Exercise details: Report back every line below that carries the word "center".

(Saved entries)

○ ○ ○ ○

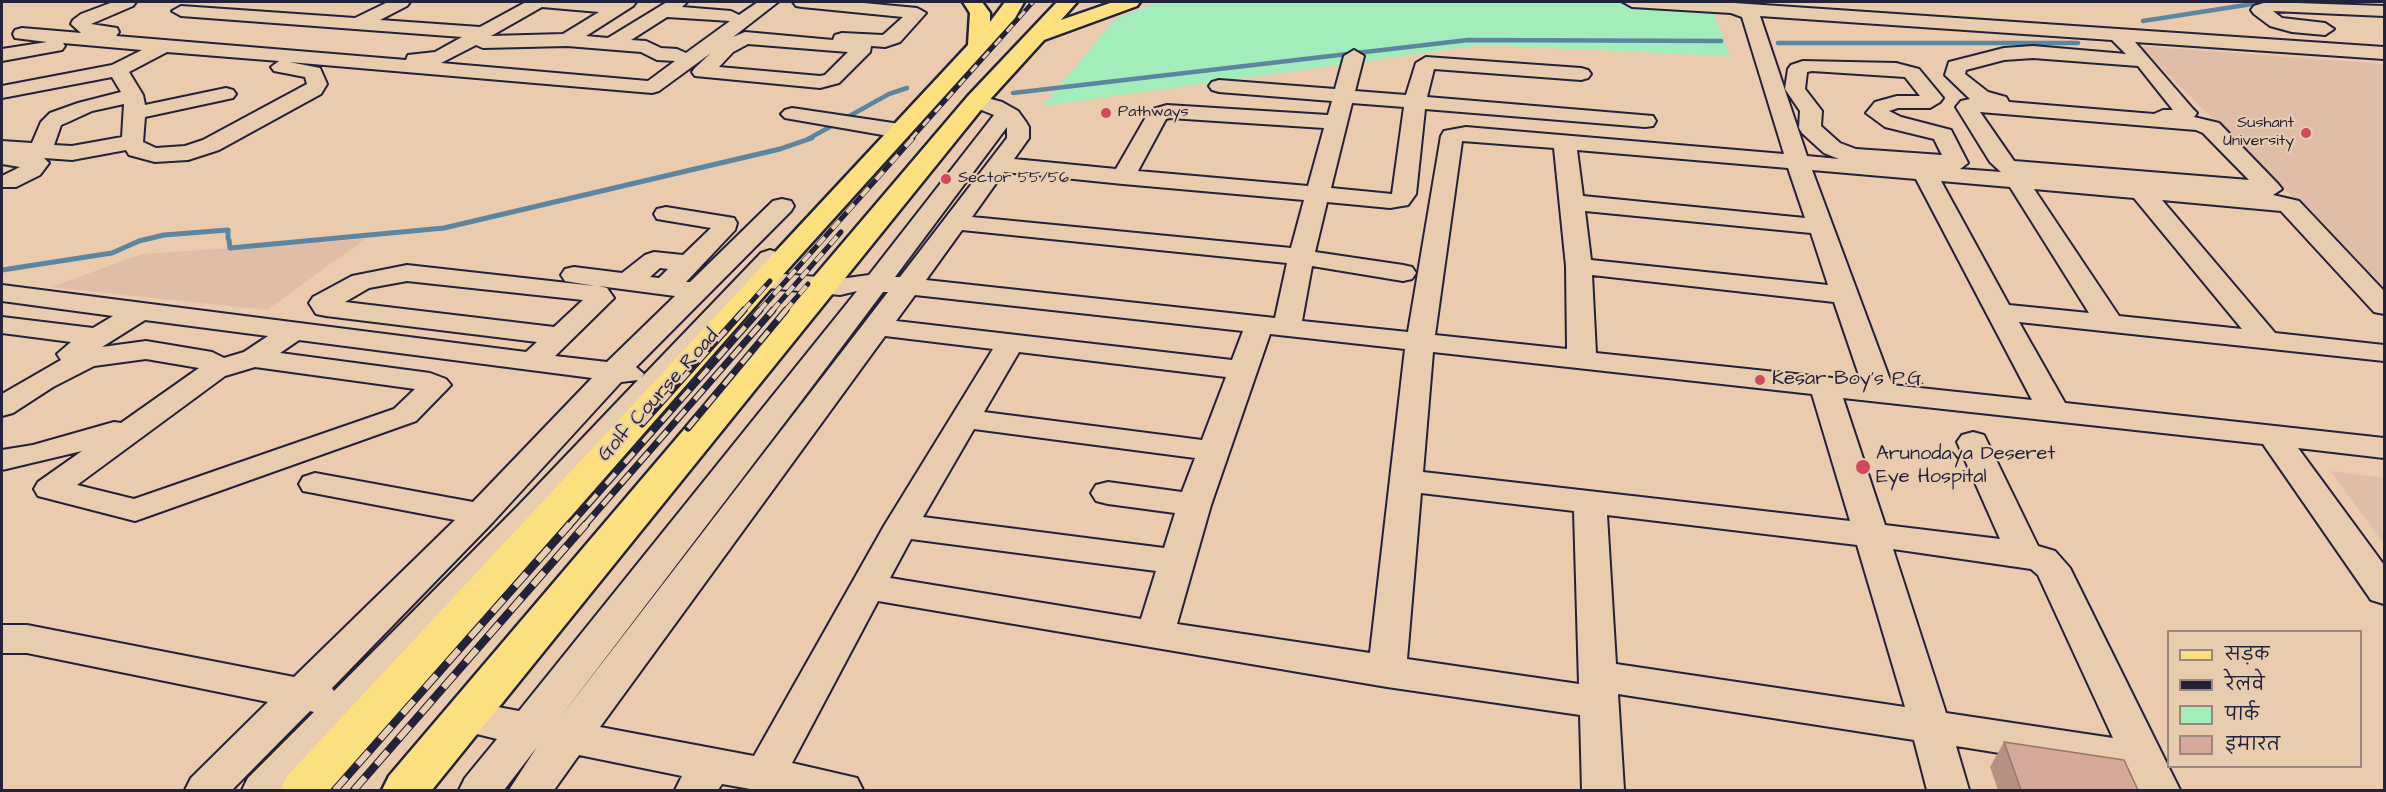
<!DOCTYPE html>
<html>
<head>
<meta charset="utf-8">
<style>
	body { margin:0 }
	#map { position:relative; width:2386px; height:792px; overflow:hidden; background:#ebcbae; font-family:"Architects Daughter","Playpen Sans Deva",sans-serif }
	canvas { display:block }
	.frame { position:absolute; inset:0; border:3px solid #22223b; pointer-events:none }
	.legend { position:absolute; left:2167px; top:630px; width:195px; height:138px; box-sizing:border-box; background:#e7ccae; border:2px solid #988880; margin:0; padding:8px 10px; list-style:none; font-size:18px; color:#22223b }
	.legend li { display:flex; align-items:center; gap:12px; height:30px }
	.legend b { width:30px; border:2px solid #988880 }
</style>
</head>
<body>
<div id="map">
<canvas width="2386" height="792"></canvas>
<div class="frame"></div>
<ul class="legend">
<li><b style="height:8px;background:#fce080"></b>सड़क</li>
<li><b style="height:8px;background:#22223b"></b>रेलवे</li>
<li><b style="height:16px;background:#a3ecbb"></b>पार्क</li>
<li><b style="height:16px;background:#d5a89a"></b>इमारत</li>
</ul>
</div>
<script>
const ctx = document.querySelector('canvas').getContext('2d');
ctx.lineJoin = 'round';
function fillPath(path, color) {
  ctx.fillStyle = color;
  ctx.fill(path, 'evenodd');
}
function shape(rows) {
  const path = new Path2D();
  for (const r of rows) {
    path.moveTo(r[0], r[1]);
    for (let i = 2; i < r.length; i += 2) path.lineTo(r[i], r[i + 1]);
  }
  return path;
}
function stroke(path, color, width, dash) {
  ctx.strokeStyle = color;
  ctx.lineWidth = width;
  ctx.lineCap = dash ? 'butt' : 'round';
  ctx.setLineDash(dash || []);
  ctx.stroke(path);
}
function write(font, color, halo, rows, align = 'center') {
  ctx.font = font + ' "Architects Daughter",sans-serif';
  ctx.lineWidth = 4.5;
  ctx.setLineDash([]);
  ctx.textBaseline = 'middle';
  ctx.strokeStyle = halo;
  ctx.fillStyle = color;
  for (const [text, x, y, turn = 0] of rows) {
    ctx.save();
    ctx.translate(x, y);
    ctx.rotate((+turn || 0) * Math.PI / 180);
    ctx.textAlign = isNaN(turn) ? turn : align;
    if (halo) ctx.strokeText(text, 0, 0);
    ctx.fillText(text, 0, 0);
    ctx.restore();
  }
}
fillPath(shape([
	[2139,46,2384,64,2384,291,2299,203],
	[365,239,267,310,51,287,142,254],
	[2330,471,2384,478,2384,544]
]), '#e0bda6');
fillPath(shape([
	[1159,2,1592,2,1713,10,1730,56,1482,45,1043,106,1115,19]
]), '#a3ecbb');
stroke(shape([
	[2143,21,2265,2],
	[1778,43,2078,43],
	[1013,93,1468,40,1721,41],
	[808,139,889,94,907,88]
]), '#5c85a0', 4.5);
stroke(shape([
	[229,240,230,248,444,228,780,149,812,138],
	[2,270,112,253,139,241,164,235,228,230,228,238]
]), '#5c85a0', 5);
const minor = shape([
	[113,2,136,2,133,6,91,24,117,28,119,32,116,36,406,60,408,55,435,52,462,37,181,16,172,11,181,6,355,18,388,2,410,2,407,6,380,20,480,27,526,2,636,2,633,6,586,36,608,38,667,2,687,2,682,7,731,11,739,15,758,2,778,2,733,37,745,32,833,40,835,35,842,33,883,35,903,17,802,7,796,6,793,2,853,2,917,8,926,13,900,42,885,47,871,46,870,52,839,83,820,88,695,76,692,72,695,68,711,53,659,91,652,93,289,62,320,68,327,84,321,94,219,150,188,160,155,162,129,155,126,150,72,160,44,158,49,163,40,175,16,187,2,187,2,176,20,167,2,164,2,141,32,143,41,122,50,113,78,103,121,92,112,77,2,98,2,86,112,65,142,50,63,43,65,46,62,50,2,61,2,49,47,42,15,38,13,34,15,30,22,28,81,33,71,24,73,20,81,14,113,2],
	[542,7,599,12,563,34,491,36,542,7],
	[667,17,730,21,686,53,677,49,661,48,646,41,631,40,667,17],
	[748,44,848,52,825,75,820,76,719,67,733,52,748,44],
	[476,45,483,48,567,46,641,52,657,60,675,61,648,81,441,63,476,45],
	[167,52,279,61,271,67,274,71,305,77,307,84,203,140,185,146,156,148,143,142,145,117,233,98,236,94,233,90,226,88,145,105,143,95,129,72,167,52],
	[124,104,122,137,72,146,54,145,61,125,66,123,92,111,124,104],
	[1623,2,1734,3,2384,47,2384,59,2135,42,2193,109,2197,113,2194,117,2219,123,2278,184,2282,189,2273,195,2299,201,2384,291,2384,314,2374,312,2281,211,2162,200,2275,333,2384,345,2384,361,2019,322,2065,403,2384,438,2384,458,2298,448,2384,565,2384,604,2371,600,2263,444,1843,398,1885,525,2000,539,1957,442,1962,435,1973,432,1984,435,2038,546,2055,551,2070,568,2180,790,2138,790,2130,774,1956,746,1969,790,1927,790,1914,740,1618,694,1624,790,1582,790,1580,715,1387,687,878,601,792,763,857,778,863,790,756,790,722,784,718,790,675,790,682,776,579,755,554,790,509,790,537,747,504,790,459,790,465,778,497,739,452,728,446,717,452,706,466,701,519,711,857,291,840,295,758,287,542,522,289,790,242,790,248,778,314,712,310,711,232,790,185,790,191,778,268,702,27,653,2,653,2,625,27,625,294,677,455,520,303,491,299,484,303,477,315,473,473,502,592,378,299,340,280,353,430,373,446,379,451,385,416,421,135,521,38,496,34,489,38,482,82,451,2,470,2,450,33,445,114,422,121,423,199,368,146,359,94,366,53,387,13,413,2,416,2,394,61,360,57,354,71,342,2,333,2,317,93,328,113,316,2,301,2,285,526,352,537,342,326,316,316,314,309,303,313,297,352,276,407,265,595,286,565,281,561,275,565,269,574,267,622,273,645,255,654,252,683,255,711,228,657,219,654,214,657,209,666,207,734,218,737,223,735,230,686,282,690,282,773,201,782,199,791,201,794,206,791,211,636,367,644,374,641,378,761,253,770,250,779,253,783,258,771,273,840,279,869,275,994,115,969,105,966,101,969,97,976,95,1002,102,1018,111,1026,122,1029,127,1029,138,1014,159,1116,169,1150,110,1160,107,1167,105,1328,115,1332,101,1219,92,1212,90,1209,86,1212,82,1219,80,1335,89,1344,56,1354,50,1364,56,1355,91,1406,95,1416,63,1426,57,1581,68,1588,70,1591,74,1588,78,1581,80,1434,69,1427,97,1653,116,1656,121,1653,126,1645,127,1425,109,1416,194,1408,205,1390,208,1327,202,1315,252,1403,265,1412,267,1416,273,1412,279,1403,281,1312,266,1302,321,1408,332,1441,136,1444,131,1466,127,1784,154,1742,17,1731,13,1632,7,1623,2],
	[1760,16,2112,40,2126,54,2033,46,2004,48,1949,62,1945,75,1970,99,1961,101,1956,107,1990,162,2001,172,1960,169,1968,163,1951,130,1901,117,1889,111,1898,108,1930,108,1940,102,1943,98,1919,69,1896,63,1803,61,1791,65,1788,69,1785,89,1800,111,1799,128,1802,133,1824,153,1839,159,1807,156,1760,16],
	[2033,58,2138,66,2173,110,2163,110,2154,114,2009,102,2006,97,1988,92,1965,74,1966,70,2004,60,2033,58],
	[1812,71,1905,77,1920,96,1897,96,1875,102,1866,113,1885,127,1934,139,1942,155,1856,149,1840,143,1821,126,1822,111,1805,89,1807,72,1812,71],
	[1352,103,1404,107,1392,194,1331,188,1352,103],
	[1980,112,2196,130,2203,133,2249,180,2014,161,1980,112],
	[1170,118,1324,128,1308,186,1138,171,1166,119,1170,118],
	[1007,127,1007,138,900,277,895,277,1007,127],
	[1462,141,1554,148,1566,266,1567,349,1435,335,1462,141],
	[1577,150,1788,168,1805,218,1583,196,1577,150],
	[1812,170,1916,179,2032,400,1892,385,1812,170],
	[1004,172,1123,184,1304,200,1291,248,972,217,1004,172],
	[1941,181,2010,187,2089,313,2009,305,1941,181],
	[2034,189,2134,198,2242,329,2119,316,2034,189],
	[1585,211,1811,233,1828,285,1591,260,1585,211],
	[962,230,1287,263,1275,318,926,280,962,230],
	[660,268,668,269,659,278,650,277,660,268],
	[1592,275,1834,302,1861,381,1596,353,1592,275],
	[407,281,583,300,554,327,345,302,369,288,407,281],
	[599,286,675,296,607,362,555,356,614,298,607,288,599,286],
	[883,292,888,292,559,719,808,392,883,292],
	[915,295,1243,331,1232,360,896,321,915,295],
	[145,320,268,336,244,352,224,358,212,352,146,341,102,347,145,320],
	[1270,334,1405,349,1370,653,1177,624,1211,505,1270,334],
	[885,336,993,349,884,526,754,756,600,727,885,336],
	[1019,352,1226,377,1202,440,984,412,1019,352],
	[1433,352,1812,394,1850,521,1423,472,1433,352],
	[255,367,415,389,394,409,134,499,77,485,225,376,255,367],
	[638,380,518,506,334,691,332,688,493,522,621,382,638,380],
	[974,429,1195,458,1182,492,1108,482,1096,485,1091,493,1096,501,1108,504,1175,513,1164,548,923,517,974,429],
	[1421,493,1574,511,1579,684,1407,659,1421,493],
	[1607,515,1857,545,1905,707,1616,664,1607,515],
	[911,539,1156,571,1141,619,890,578,911,539],
	[1893,549,2031,569,2038,575,2113,738,1946,713,1893,549],
	[2267,2,2384,6,2384,16,2273,11,2282,18,2325,23,2334,29,2325,35,2292,32,2270,26,2254,14,2251,10,2254,6,2267,2],
	[792,108,900,124,908,126,911,131,908,136,900,138,785,118,781,114,785,110,792,108]
]);
const major = shape([
	[963,2,982,2,990,13,990,22,1005,2,1024,2,1015,18,780,278,331,790,280,790,287,776,968,45,970,13,963,2],
	[1057,2,1077,2,1061,20,1113,2,1140,2,1137,6,1044,40,984,106,432,790,382,790,389,776,968,96,1057,2]
]);
stroke(minor, '#22223b', 4);
stroke(major, '#22223b', 5);
fillPath(minor, '#e7ccae');
fillPath(major, '#fce080');
const railFar3 = shape([
	[911,139,1033,2]
]);
const railFar2 = shape([
	[743,311,770,281],
	[759,311,913,138],
	[772,311,841,232],
	[785,311,808,284]
]);
const railFar1 = shape([
	[642,424,744,310],
	[688,428,786,310],
	[569,526,760,310],
	[584,526,773,310]
]);
const rail = shape([
	[335,790,570,524],
	[354,790,586,524]
]);
stroke(railFar3, '#22223b', 4.5);
stroke(railFar2, '#22223b', 5);
stroke(railFar1, '#22223b', 7);
stroke(rail, '#22223b', 8);
stroke(railFar3, '#e7ccae', 3, [9]);
stroke(railFar2, '#e7ccae', 4, [11]);
stroke(railFar1, '#e7ccae', 4.5, [14]);
stroke(rail, '#e7ccae', 6, [17]);
fillPath(shape([
	[2004,742,2138,790,1998,790,1990,767]
]), '#b79084');
const building = shape([
	[2004,742,2124,760,2138,790,2021,790,2004,742]
]);
fillPath(building, '#d5a89a');
stroke(building, '#95766c', 1.5);
for (const [x, y, r, color] of [
	[1106,113,6,"#d1495b"],
	[2306,133,6,"#d1495b"],
	[946,179,6,"#d1495b"],
	[1760,380,6,"#d1495b"],
	[1863,467,8,"#d1495b"]
]) {
  const dot = new Path2D();
  dot.arc(x, y, r, 0, 2 * Math.PI);
  ctx.fillStyle = color;
  ctx.fill(dot);
  stroke(dot, '#e7ccae', 2);
}
write('16px', '#22223b', '#e7ccae', [
	["Pathways",1118,113],
	["Sushant",2294,124,"right"],
	["University",2294,142,"right"],
	["Sector 55/56",958,179]
], 'left');
write('20px', '#22223b', '#e7ccae', [
	["Kesar Boy’s P.G.",1772,380],
	["Arunodaya Deseret",1876,455],
	["Eye Hospital",1876,478]
], 'left');
write('20px', '#22223b', '#e7ccae', [
	["Golf Course Road",659,396,-48]
]);
</script>
</body>
</html>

○ ○ ○ ○

Completed exercise:
	.legend li { display:flex; align-items:center; gap:12px; height:30px }
function write(font, color, halo, rows, align = 'center') {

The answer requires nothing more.